YOUR GOAL:
Go through the data below. Pull out every line that has the word "center".
==================================================
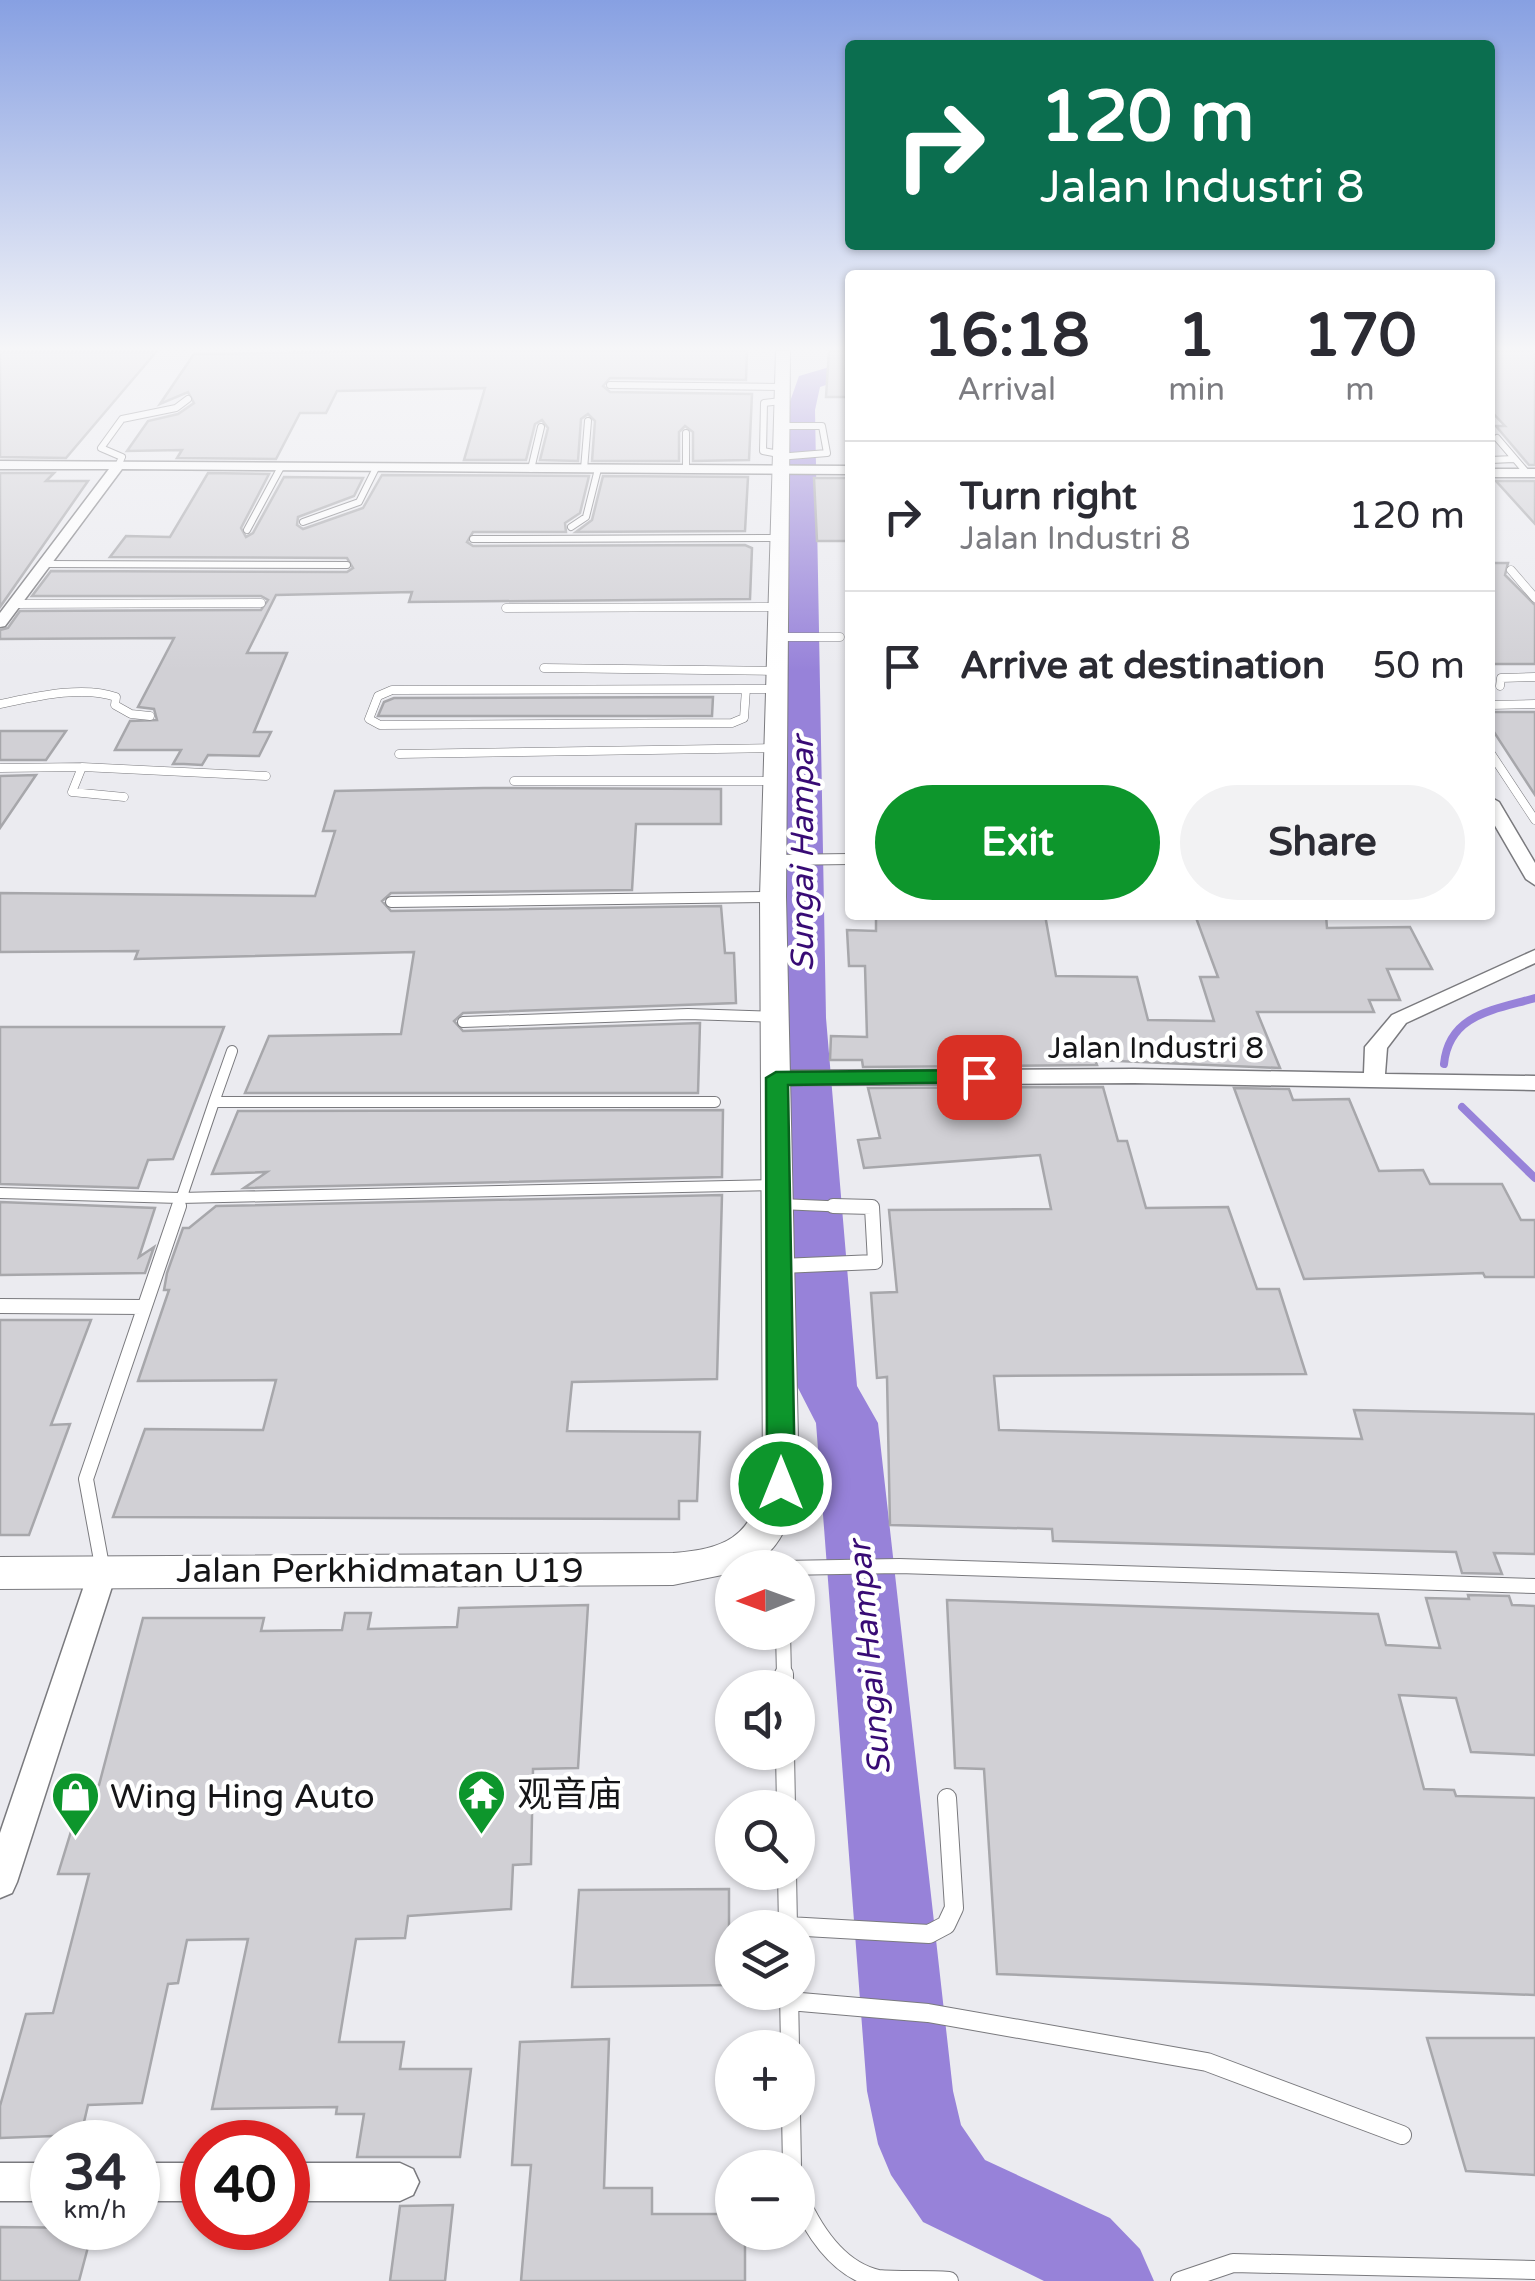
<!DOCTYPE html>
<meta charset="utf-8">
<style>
:root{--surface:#fff;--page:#f2f2f3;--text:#2b2b33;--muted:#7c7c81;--line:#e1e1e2;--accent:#0d962c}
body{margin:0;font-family:"Varela Round","Noto Sans SC",sans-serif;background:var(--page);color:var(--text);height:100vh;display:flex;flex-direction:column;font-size:38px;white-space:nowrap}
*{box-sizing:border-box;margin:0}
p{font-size:32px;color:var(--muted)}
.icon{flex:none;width:55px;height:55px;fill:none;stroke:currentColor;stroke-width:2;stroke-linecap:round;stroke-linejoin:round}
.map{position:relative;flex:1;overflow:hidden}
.details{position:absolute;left:845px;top:270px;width:650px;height:650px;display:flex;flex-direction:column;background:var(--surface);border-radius:10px;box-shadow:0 2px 8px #0004}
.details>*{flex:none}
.hud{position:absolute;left:845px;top:40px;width:650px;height:210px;border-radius:10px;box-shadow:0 2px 8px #0004;background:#0b6e4f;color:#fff;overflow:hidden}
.needle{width:65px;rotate:269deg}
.fabs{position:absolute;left:715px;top:1550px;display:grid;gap:20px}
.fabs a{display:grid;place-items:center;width:100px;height:100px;border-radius:50%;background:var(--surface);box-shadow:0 2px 8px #0004;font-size:50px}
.speed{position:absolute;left:30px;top:2120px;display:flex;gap:20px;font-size:50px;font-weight:700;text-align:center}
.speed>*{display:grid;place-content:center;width:130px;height:130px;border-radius:50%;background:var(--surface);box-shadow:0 2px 8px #0004;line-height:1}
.speed small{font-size:25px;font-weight:400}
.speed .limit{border:15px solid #d22;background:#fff;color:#111}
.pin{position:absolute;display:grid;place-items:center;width:85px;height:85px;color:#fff;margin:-42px;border-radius:20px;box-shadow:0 5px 15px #0006}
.me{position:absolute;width:110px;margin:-55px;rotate:0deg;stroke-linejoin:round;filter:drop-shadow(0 0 8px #0008)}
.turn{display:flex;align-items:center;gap:35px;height:210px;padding:0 30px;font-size:45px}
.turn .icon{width:130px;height:130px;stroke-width:2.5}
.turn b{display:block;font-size:70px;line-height:85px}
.eta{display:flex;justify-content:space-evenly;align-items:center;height:170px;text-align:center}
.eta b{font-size:60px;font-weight:700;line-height:70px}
.action{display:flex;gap:20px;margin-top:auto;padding:20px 30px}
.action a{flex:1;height:115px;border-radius:60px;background:var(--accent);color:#fff;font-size:40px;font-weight:700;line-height:115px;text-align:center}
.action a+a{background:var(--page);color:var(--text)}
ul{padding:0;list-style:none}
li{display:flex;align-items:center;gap:30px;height:150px;padding:0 30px;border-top:2px solid var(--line)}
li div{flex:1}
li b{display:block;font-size:38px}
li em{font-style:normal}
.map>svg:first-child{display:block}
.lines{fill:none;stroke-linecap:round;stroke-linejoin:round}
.stream{stroke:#9782d9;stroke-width:8}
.river{fill:#9782d9;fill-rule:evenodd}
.building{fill:#d1d0d5;stroke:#a7a7ab;stroke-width:2.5}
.service-far4-casing{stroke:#7a7a7e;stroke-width:8}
.service-far3-casing{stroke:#7a7a7e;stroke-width:9}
.service-far2-casing{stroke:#7a7a7e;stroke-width:12}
.service-far1-casing{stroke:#7a7a7e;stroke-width:16}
.service-casing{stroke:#7a7a7e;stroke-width:20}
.minor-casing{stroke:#7a7a7e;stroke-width:3}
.tertiary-casing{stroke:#7a7a7e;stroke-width:2}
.service-far4{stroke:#fff;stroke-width:6}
.service-far3{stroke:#fff;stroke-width:8}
.service-far2{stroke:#fff;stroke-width:10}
.service-far1{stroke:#fff;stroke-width:14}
.service{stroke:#fff;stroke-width:18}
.minor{fill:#fff;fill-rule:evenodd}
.tertiary{fill:#fff;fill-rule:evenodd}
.route{fill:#0d962c;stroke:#08621d;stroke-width:2.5}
.labels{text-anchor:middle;stroke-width:9;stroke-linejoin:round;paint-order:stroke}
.street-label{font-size:30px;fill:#161618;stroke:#fff}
.water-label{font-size:32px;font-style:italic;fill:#380b75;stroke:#fff}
.near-street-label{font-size:35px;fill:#161618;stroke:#fff}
.near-poi-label{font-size:35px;fill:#161618;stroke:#fff;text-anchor:start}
</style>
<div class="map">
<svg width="1535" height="2281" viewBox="0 0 1535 2281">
<rect width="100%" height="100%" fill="#ebebf0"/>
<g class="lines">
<path class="stream" d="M1444,1064c5,-50 50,-54 91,-66
M1462,1107l73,71"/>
<path class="river" d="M850,361v16l-30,10 -5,23 11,608 31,368 21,37 75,668 8,34 24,35 125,58 30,31 14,32h-110l-121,-59 -32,-47 -13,-31 -11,-53 -51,-668 -19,-37 -19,-368 9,-608 12,-34z"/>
</g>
<path class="building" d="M392,351h355l-1,29 -136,-2 -7,8 7,6 142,2 -3,66 -56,1v-29l-8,-6 -6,6v29h-87l3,-40 -7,-7 -7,5 -3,42 -38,-1 8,-32 -6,-8 -7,4 -9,36h-62l21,-72 -148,3 -11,22h-26l-24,46 -99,-1 5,-8 -55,1 21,-30 30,-7 16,-11 -6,-11 -28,12 34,-50z
M829,351h21v46h-24z
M1490,351h45v114h-6l-23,-27 -10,-12h9l-15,-16z
M0,352h156l-90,106 -66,-1z
M0,473h54l-8,8h42l-88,126z
M208,473l61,1 -28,54 5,9 7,-4 31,-56 79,1 -9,18 -56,21 -1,8 6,4 60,-21 19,-33 207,1 -9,37 -15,10 1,9h-93l-6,10 6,4 272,-1 7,3 -2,51 -341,3 3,-10 -136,3 -29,58h40l-33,79h17l-12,24 -51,-1 -6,10 -18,-1h-11l8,-14h-66l15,-29 27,-1 -3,-11 -16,-2 36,-69 -174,1v-9l8,-2 12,-17 241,-1 7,-10 -7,-4h-229l19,-25 296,1 6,-4 -6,-10 -237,-1 16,-21 44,1z
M603,476l145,1 -3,54 -169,1 16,-12z
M814,478h36v63h-33z
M1496,481h39v43z
M1490,563h18l-3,12 30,30v59h-45z
M713,697l-1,19h-334l6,-14 10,-4z
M1490,712h45v83l-45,-69z
M0,731h66l-20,29h-46z
M36,775l-36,53v-52z
M484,788l237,1v35h-85l-4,66 -241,3 -9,8 9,10 330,-5 4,47h9l2,50 -273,10 -9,8 9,10 237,-8 -2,70h-453l24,-57 132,-2 13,-82 -279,7 3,-8 -138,1v-59l315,3 20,-65h-12l12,-40z
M876,915h169l11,61 81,1 11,43 66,1 -14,-44h18l-23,-62h131l1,13 83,-1 22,42h-45l13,31h-31l5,12h-117l23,56 -185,-8 2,5 -234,2 -1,-7h-32l1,-24 36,1 -2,-71h-16l-2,-36 29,1z
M0,1027h224l-51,132 -25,1 -10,28 -138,-4z
M1103,1087l15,54h9l19,67 82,-1 29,82h22l27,85 -312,2 5,54 363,9 -8,-29 181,4v140l-41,-1 8,21 -40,-1 -6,-21 -403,-11 -1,-12 -162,-4 -3,-148 -10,1 -6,-85 26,-1 -8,-82 162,-1 -11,-54 -176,13 -6,-28 22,-2 -12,-50z
M1234,1088l55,1 4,11 56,-1 30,72 44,-1 7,14h72l19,36h14v57h-50l-2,-4 -179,6z
M723,1110l-1,67 -478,11 23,-16 -55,2 26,-63z
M722,1195l-5,184 -145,3 -5,49 133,1 -3,69h-18v18l-566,-2 32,-88 118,1 13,-50 -138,1 31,-91h-5l3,-17 16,-45h6l27,-22z
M0,1202l155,6 -16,49 15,-10 -9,26 -145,2z
M0,1320h91l-40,105 19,-1 -41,111h-29z
M1468,1595l41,1 3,9 23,1v149l-64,-3 -15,-54 -57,-3 25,94 30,1 2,6 79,2v197l-538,-21 -13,-205 -29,-1 -8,-168 431,14 8,31 54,3 -14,-50 43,1z
M588,1605l-10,163 -45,1 -2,95 -18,1 -2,44 -103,7 -3,22 -49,1 -17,103h65l-4,27h71l-11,88h-103l7,-43h-28l1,-7 -125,2 36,-170 -61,1 -9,43 -10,1 -26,119 -54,2 -7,30 -81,3v-32l26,-92 27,-1 36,-139h-31l27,-88 14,-1 44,-167h121l-3,13 81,-1 3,-17h26l-3,16 89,-2 2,-19z
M729,1889v96l-157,2 7,-97z
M1427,2038h108v137l-69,-4z
M609,2039l-5,149h48v26h80v18h13v49h-224l10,-116h-19l8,-123z
M453,2205l-8,76h-55l10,-75z
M0,2227l93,1 -14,53h-79z"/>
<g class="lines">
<defs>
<path id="service-far4" d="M610,385l171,2
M686,433v36
M1497,438l30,35
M779,454l-16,-3 1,-48 17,-2
M778,457l49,-4 -5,-27h-42
M1490,460l24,-1
M118,466l4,-9 -21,-9 21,-29 54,-11 12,-9
M531,469l10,-42
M584,469l4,-48
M303,522l56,-20 17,-34
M571,527l15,-10 12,-48
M247,530l34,-63
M473,539l304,-1
M45,564l302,1"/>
<path id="service-far3" d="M1511,570l24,28
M14,604l247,-1
M506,608l271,-1
M777,637h63
M544,668l233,3
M1500,686l1,-8 34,-1
M746,689l-2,29 -12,5 -352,2 -11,-6 9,-23 14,-6z
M746,689h31
M0,704c34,-7 82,-19 116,-7l-1,8 16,9 19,2
M1490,705l45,-1
M1490,752l45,68
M399,754l378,-6
M82,767l184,9
M0,768l82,-1 -10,25 52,5
M514,781h263"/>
<path id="service-far2" d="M774,860l76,-1
M391,902l382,-5
M463,1022l225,-8 87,3
M214,1102l18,-51
M0,1193l180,5 595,-13
M780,1204l92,4
M178,1208l36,-106h501"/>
<path id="service-far1" d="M781,1266l94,-4 -3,-55 -39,-1
M0,1306l144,1
M781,1568l118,-2 636,20
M103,1571l-17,-92 93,-273
M783,1632l1,44"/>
<path id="service" d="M784,1674v14
M785,1752l1,56
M787,1872l1,56
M788,1926l141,8 17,-9 8,-17 -7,-110
M789,1992l1,56
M789,2001l139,12 279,49 195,73
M791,2112l1,56
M798,2196c15,34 40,74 80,83 22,2 48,0 71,2
M1180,2281l53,-18 302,7"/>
<path id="minor" d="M0,461l850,5v8l-728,-5 -117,157 -5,1v-14l109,-144h-109z
M1490,469h45v8h-45z
M1490,797l9,5 36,61v22l-9,-6 -36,-62z
M1535,950v13l-129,60 -19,25 -2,26 150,2v14l-401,-7 -358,2 -11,-7 11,-7 358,-2 230,4 1,-26 27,-32z
M103,1559l10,4 4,8 -100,311 -5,11 -12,5v-65l89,-262 4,-8z
M0,2163h52v38h-52z
M138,2163h64v38h-64z
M288,2163h112l13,6 6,13 -6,13 -13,6h-112z"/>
<path id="tertiary" d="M776,351h14l-4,546 13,587c-6,35 -24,84 -67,84v5l-59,12 -673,4v-32l673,-4c51,-4 78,-15 90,-69l-3,-587z"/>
</defs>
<use href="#service-far4" class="service-far4-casing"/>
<use href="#service-far3" class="service-far3-casing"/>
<use href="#service-far2" class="service-far2-casing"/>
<use href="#service-far1" class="service-far1-casing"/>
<use href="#service" class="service-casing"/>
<use href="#minor" class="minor-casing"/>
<use href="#tertiary" class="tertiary-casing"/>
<use href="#service-far4" class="service-far4"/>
<use href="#service-far3" class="service-far3"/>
<use href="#service-far2" class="service-far2"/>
<use href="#service-far1" class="service-far1"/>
<use href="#service" class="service"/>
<use href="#minor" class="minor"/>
<use href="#tertiary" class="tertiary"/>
</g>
<linearGradient id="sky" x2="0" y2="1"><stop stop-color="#87a0e2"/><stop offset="0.52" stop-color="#f6f6f8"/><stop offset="1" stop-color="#f6f6f8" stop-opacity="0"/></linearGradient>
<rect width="1535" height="671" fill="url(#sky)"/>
<path class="route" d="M979,1070l8,2v10l-199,3 7,399 -4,8h-20l-4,-8 -1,-406 10,-6z"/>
<defs>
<symbol id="temple-pin" viewBox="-11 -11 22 30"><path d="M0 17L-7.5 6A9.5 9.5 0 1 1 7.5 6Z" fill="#0d962c" stroke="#fff"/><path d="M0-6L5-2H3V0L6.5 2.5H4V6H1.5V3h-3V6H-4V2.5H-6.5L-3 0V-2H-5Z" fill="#fff"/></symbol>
<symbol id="shop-pin" viewBox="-11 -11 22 30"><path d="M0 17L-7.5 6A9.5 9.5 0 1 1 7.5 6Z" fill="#0d962c" stroke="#fff"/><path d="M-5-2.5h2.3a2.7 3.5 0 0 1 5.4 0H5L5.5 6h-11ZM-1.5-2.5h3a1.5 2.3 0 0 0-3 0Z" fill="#fff"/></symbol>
</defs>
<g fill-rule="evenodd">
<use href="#temple-pin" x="454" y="1766" width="55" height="75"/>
<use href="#shop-pin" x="48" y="1768" width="55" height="75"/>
</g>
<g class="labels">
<g class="street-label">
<text x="1156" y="1058">Jalan Industri 8</text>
</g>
<g class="water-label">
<text transform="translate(802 854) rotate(-90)" y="11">Sungai Hampar</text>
<text transform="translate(869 1658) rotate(-95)" y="11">Sungai Hampar</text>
</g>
<g class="near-street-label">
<text x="380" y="1582">Jalan Perkhidmatan U19</text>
</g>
<g class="near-poi-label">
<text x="517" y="1806">观音庙</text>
<text x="110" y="1808">Wing Hing Auto</text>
</g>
</g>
</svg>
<div class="fabs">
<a><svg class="needle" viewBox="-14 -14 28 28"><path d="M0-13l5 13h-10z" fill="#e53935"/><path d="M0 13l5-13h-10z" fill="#7c7c81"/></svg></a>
<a><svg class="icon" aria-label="sound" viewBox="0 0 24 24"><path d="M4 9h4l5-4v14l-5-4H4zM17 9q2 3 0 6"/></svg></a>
<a><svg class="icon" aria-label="search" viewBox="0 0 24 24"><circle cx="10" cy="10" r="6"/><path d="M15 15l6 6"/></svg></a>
<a><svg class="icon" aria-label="layers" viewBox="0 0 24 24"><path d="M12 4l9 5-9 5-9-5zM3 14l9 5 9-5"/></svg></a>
<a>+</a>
<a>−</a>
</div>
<div class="speed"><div>34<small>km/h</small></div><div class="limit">40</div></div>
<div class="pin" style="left:979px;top:1077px;background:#d93025"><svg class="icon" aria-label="arrive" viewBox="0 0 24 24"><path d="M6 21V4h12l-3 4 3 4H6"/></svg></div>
<svg class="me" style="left:781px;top:1484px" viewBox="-20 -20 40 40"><circle r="17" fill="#0d962c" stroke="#fff" stroke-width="3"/><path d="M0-11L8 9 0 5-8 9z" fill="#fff"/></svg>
<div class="hud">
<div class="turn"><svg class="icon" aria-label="right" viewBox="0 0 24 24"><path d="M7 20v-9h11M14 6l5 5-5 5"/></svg><div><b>120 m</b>Jalan Industri 8</div></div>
</div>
<section class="details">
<div class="eta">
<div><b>16:18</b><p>Arrival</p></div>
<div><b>1</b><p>min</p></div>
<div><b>170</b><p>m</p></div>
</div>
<ul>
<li><svg class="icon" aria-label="right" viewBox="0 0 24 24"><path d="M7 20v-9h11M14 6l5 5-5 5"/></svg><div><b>Turn right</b><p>Jalan Industri 8</p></div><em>120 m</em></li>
<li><svg class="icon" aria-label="arrive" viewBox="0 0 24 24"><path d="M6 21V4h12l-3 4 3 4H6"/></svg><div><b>Arrive at destination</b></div><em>50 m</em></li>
</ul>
<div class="action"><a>Exit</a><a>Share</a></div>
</section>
</div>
==================================================
THE COMPLETED TASK:
.fabs a{display:grid;place-items:center;width:100px;height:100px;border-radius:50%;background:var(--surface);box-shadow:0 2px 8px #0004;font-size:50px}
.speed{position:absolute;left:30px;top:2120px;display:flex;gap:20px;font-size:50px;font-weight:700;text-align:center}
.speed>*{display:grid;place-content:center;width:130px;height:130px;border-radius:50%;background:var(--surface);box-shadow:0 2px 8px #0004;line-height:1}
.pin{position:absolute;display:grid;place-items:center;width:85px;height:85px;color:#fff;margin:-42px;border-radius:20px;box-shadow:0 5px 15px #0006}
.turn{display:flex;align-items:center;gap:35px;height:210px;padding:0 30px;font-size:45px}
.eta{display:flex;justify-content:space-evenly;align-items:center;height:170px;text-align:center}
.action a{flex:1;height:115px;border-radius:60px;background:var(--accent);color:#fff;font-size:40px;font-weight:700;line-height:115px;text-align:center}
li{display:flex;align-items:center;gap:30px;height:150px;padding:0 30px;border-top:2px solid var(--line)}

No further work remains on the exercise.